== Data for this task

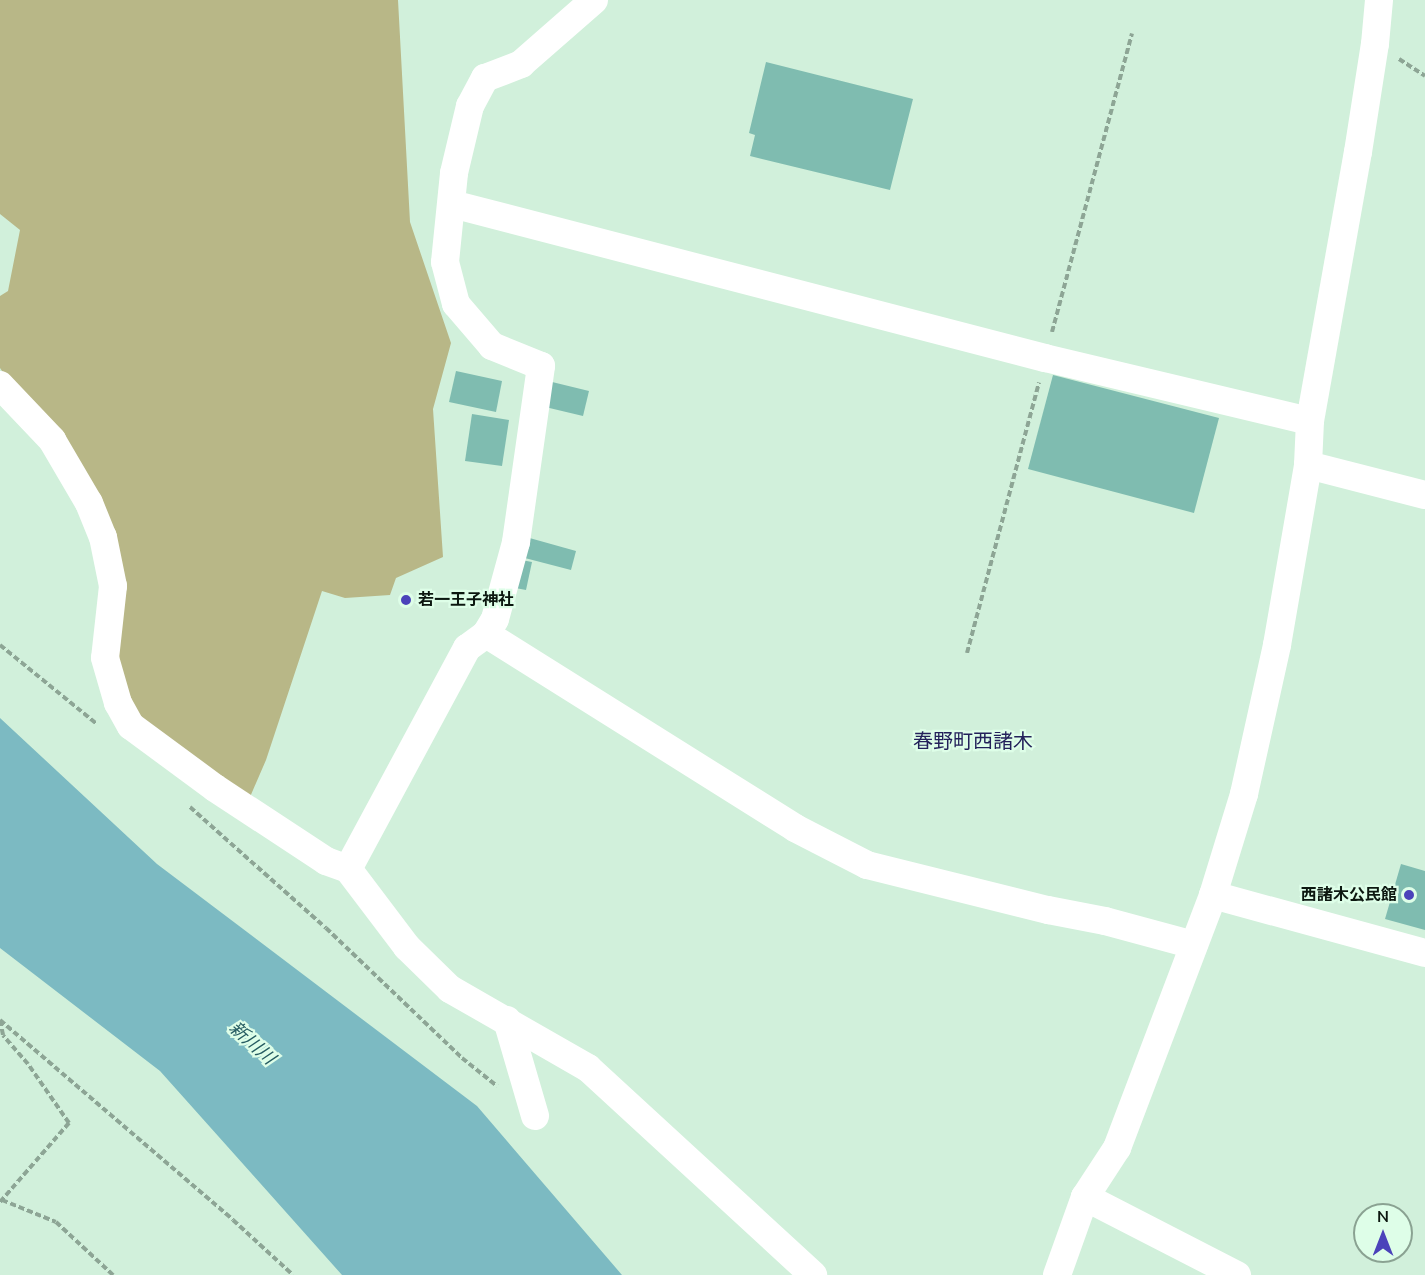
<!DOCTYPE html>
<meta charset="utf-8">
<style>
body{margin:0}
#map{position:relative;width:1425px;height:1275px;overflow:hidden;background:#d1f0db;font-family:"Nunito Sans","Noto Sans JP",sans-serif}
div>[style]{position:absolute}
.forest>*{inset:0;background:#b8b787}
.water>*{inset:0;background:#7cbac2}
.building>*{inset:0;background:#7fbcb0}
.path>*{height:4px;margin-top:-2px;transform-origin:0;background:repeating-linear-gradient(90deg,#8da595 0 6px,transparent 0 9px)}
.street>*{height:28px;margin:-14px;padding:0 14px;transform-origin:14px;border-radius:14px;background:#fff}
.dots>*{width:16px;height:16px;translate:-50% -50%;box-sizing:border-box;border:3px solid #defee8;border-radius:50%}
span{translate:-50% -50%;white-space:nowrap;text-align:center;line-height:1.15;-webkit-text-stroke:4.5px #defee8;paint-order:stroke}
.poi-label{font-size:16px;color:#0c1710;font-weight:700}
.left{translate:0 -50%;text-align:left}
.right{translate:-100% -50%;text-align:right}
.water-label{font-size:18px;color:#255b61;font-style:italic}
.quarter-label{font-size:20px;color:#23215a}
.north{position:absolute;left:1353px;top:1203px;width:60px;height:60px;box-sizing:border-box;background:#defee8;border:2px solid #8aa292;border-radius:50%;rotate:0deg;font-size:16px;font-weight:700;line-height:24px;text-align:center;color:#0c1710}
.north::after{content:'';display:block;margin:auto;width:21px;height:27px;background:#4b43ba;clip-path:polygon(50% 0,100% 100%,50% 72%,0 100%)}
</style>
<div id="map">
<div class="forest">
<div style="clip-path:polygon(0 0,398px 0,410px 222px,451px 343px,433px 409px,443px 557px,396px 578px,390px 595px,345px 598px,322px 591px,266px 760px,250px 797px,134px 724px,111px 657px,93px 505px,0 368px,0 296px,8px 291px,20px 230px,0 214px)"></div>
</div>
<div class="water">
<div style="clip-path:polygon(0 718px,157px 864px,477px 1106px,622px 1275px,342px 1275px,160px 1071px,0 948px)"></div>
</div>
<div class="building">
<div style="clip-path:polygon(766px 62px,913px 99px,890px 190px,750px 156px,755px 135px,749px 133px)"></div>
<div style="clip-path:polygon(456px 371px,502px 381px,496px 412px,449px 402px)"></div>
<div style="clip-path:polygon(1053px 375px,1219px 418px,1194px 513px,1028px 469px)"></div>
<div style="clip-path:polygon(548px 381px,589px 391px,583px 416px,541px 406px)"></div>
<div style="clip-path:polygon(472px 414px,509px 420px,502px 466px,465px 461px)"></div>
<div style="clip-path:polygon(526px 537px,576px 551px,571px 570px,521px 557px)"></div>
<div style="clip-path:polygon(516px 559px,532px 562px,526px 590px,510px 587px)"></div>
<div style="clip-path:polygon(403px 593px,412px 597px,408px 607px,399px 603px)"></div>
<div style="clip-path:polygon(1401px 864px,1425px 871px,1425px 930px,1385px 919px)"></div>
</div>
<div class="path">
<div style="left:1399px;top:59px;width:31px;rotate:33deg"></div>
<div style="left:1052px;top:332px;width:309px;rotate:-75deg"></div>
<div style="left:0;top:645px;width:125px;rotate:39.2deg"></div>
<div style="left:967px;top:653px;width:280px;rotate:-75.1deg"></div>
<div style="left:190px;top:807px;width:182px;rotate:41.7deg"></div>
<div style="left:326px;top:928px;width:188px;rotate:43.7deg"></div>
<div style="left:462px;top:1058px;width:45px;rotate:38.7deg"></div>
<div style="left:0;top:1020px;width:307px;rotate:40.6deg"></div>
<div style="left:233px;top:1220px;width:81px;rotate:42.5deg"></div>
<div style="left:2px;top:1200px;width:58px;rotate:22.2deg"></div>
<div style="left:56px;top:1222px;width:78px;rotate:42.9deg"></div>
<div style="left:0;top:1202px;width:105px;rotate:-48.9deg"></div>
<div style="left:69px;top:1123px;width:72px;rotate:-124.8deg"></div>
<div style="left:28px;top:1064px;width:38px;rotate:-131deg"></div>
<div style="left:3px;top:1035px;width:15px;rotate:-101deg"></div>
</div>
<div class="street">
<div style="left:452px;top:204px;width:613px;rotate:14.56deg"></div>
<div style="left:1045px;top:358px;width:272px;rotate:13.4deg"></div>
<div style="left:0;top:385px;width:76px;rotate:46.6deg"></div>
<div style="left:52px;top:440px;width:73px;rotate:59.6deg"></div>
<div style="left:89px;top:503px;width:37px;rotate:68deg"></div>
<div style="left:103px;top:537px;width:50px;rotate:78.5deg"></div>
<div style="left:113px;top:586px;width:72px;rotate:96.3deg"></div>
<div style="left:105px;top:658px;width:47px;rotate:73.9deg"></div>
<div style="left:118px;top:703px;width:26px;rotate:61deg"></div>
<div style="left:131px;top:726px;width:104px;rotate:36.4deg"></div>
<div style="left:215px;top:788px;width:133px;rotate:33.3deg"></div>
<div style="left:326px;top:861px;width:23px;rotate:20deg"></div>
<div style="left:348px;top:869px;width:98px;rotate:52.9deg"></div>
<div style="left:407px;top:947px;width:60px;rotate:44.3deg"></div>
<div style="left:450px;top:989px;width:159px;rotate:29.8deg"></div>
<div style="left:588px;top:1068px;width:306px;rotate:42.6deg"></div>
<div style="left:1308px;top:465px;width:121px;rotate:14.4deg"></div>
<div style="left:486px;top:634px;width:365px;rotate:32.1deg"></div>
<div style="left:795px;top:828px;width:81px;rotate:27.2deg"></div>
<div style="left:867px;top:865px;width:187px;rotate:14deg"></div>
<div style="left:1048px;top:910px;width:58px;rotate:10.9deg"></div>
<div style="left:1105px;top:921px;width:92px;rotate:15.1deg"></div>
<div style="left:348px;top:869px;width:251px;rotate:-61.7deg"></div>
<div style="left:467px;top:648px;width:24px;rotate:-36deg"></div>
<div style="left:486px;top:634px;width:17px;rotate:-59deg"></div>
<div style="left:495px;top:619px;width:80px;rotate:-74.7deg"></div>
<div style="left:516px;top:542px;width:178px;rotate:-81.9deg"></div>
<div style="left:541px;top:366px;width:53px;rotate:-157.8deg"></div>
<div style="left:492px;top:346px;width:55px;rotate:-130.6deg"></div>
<div style="left:456px;top:304px;width:43px;rotate:-104.7deg"></div>
<div style="left:445px;top:262px;width:89px;rotate:-84.2deg"></div>
<div style="left:454px;top:173px;width:69px;rotate:-76.6deg"></div>
<div style="left:470px;top:106px;width:32px;rotate:-62deg"></div>
<div style="left:485px;top:78px;width:39px;rotate:-21deg"></div>
<div style="left:521px;top:64px;width:97px;rotate:-41.2deg"></div>
<div style="left:1213px;top:895px;width:220px;rotate:15.3deg"></div>
<div style="left:507px;top:1020px;width:100px;rotate:73.7deg"></div>
<div style="left:1085px;top:1197px;width:171px;rotate:27.2deg"></div>
<div style="left:1057px;top:1275px;width:83px;rotate:-70.3deg"></div>
<div style="left:1085px;top:1197px;width:59px;rotate:-56.9deg"></div>
<div style="left:1117px;top:1148px;width:271px;rotate:-69.2deg"></div>
<div style="left:1213px;top:895px;width:106px;rotate:-72.9deg"></div>
<div style="left:1244px;top:794px;width:153px;rotate:-77.5deg"></div>
<div style="left:1277px;top:645px;width:183px;rotate:-80.2deg"></div>
<div style="left:1308px;top:465px;width:44px;rotate:-87.4deg"></div>
<div style="left:1310px;top:421px;width:273px;rotate:-79.9deg"></div>
<div style="left:1358px;top:152px;width:109px;rotate:-81.1deg"></div>
<div style="left:1375px;top:44px;width:44px;rotate:-84.8deg"></div>
</div>
<div class="dots">
<div style="left:406px;top:600px;background:#4b43ba"></div>
<div style="left:1409px;top:895px;background:#4b43ba"></div>
</div>
<div class="poi-label">
<span class="left" style="left:418px;top:600px">若一王子神社</span>
<span class="right" style="left:1397px;top:895px">西諸木公民館</span>
</div>
<div class="water-label">
<span style="left:252px;top:1043px;rotate:42deg">新川川</span>
</div>
<div class="quarter-label">
<span style="left:973px;top:741px">春野町西諸木</span>
</div>
<div class="north">N</div>
</div>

====

To do | The task calls for all lines in the entries that hold "text".

Result for this exercise |
span{translate:-50% -50%;white-space:nowrap;text-align:center;line-height:1.15;-webkit-text-stroke:4.5px #defee8;paint-order:stroke}
.left{translate:0 -50%;text-align:left}
.right{translate:-100% -50%;text-align:right}
.north{position:absolute;left:1353px;top:1203px;width:60px;height:60px;box-sizing:border-box;background:#defee8;border:2px solid #8aa292;border-radius:50%;rotate:0deg;font-size:16px;font-weight:700;line-height:24px;text-align:center;color:#0c1710}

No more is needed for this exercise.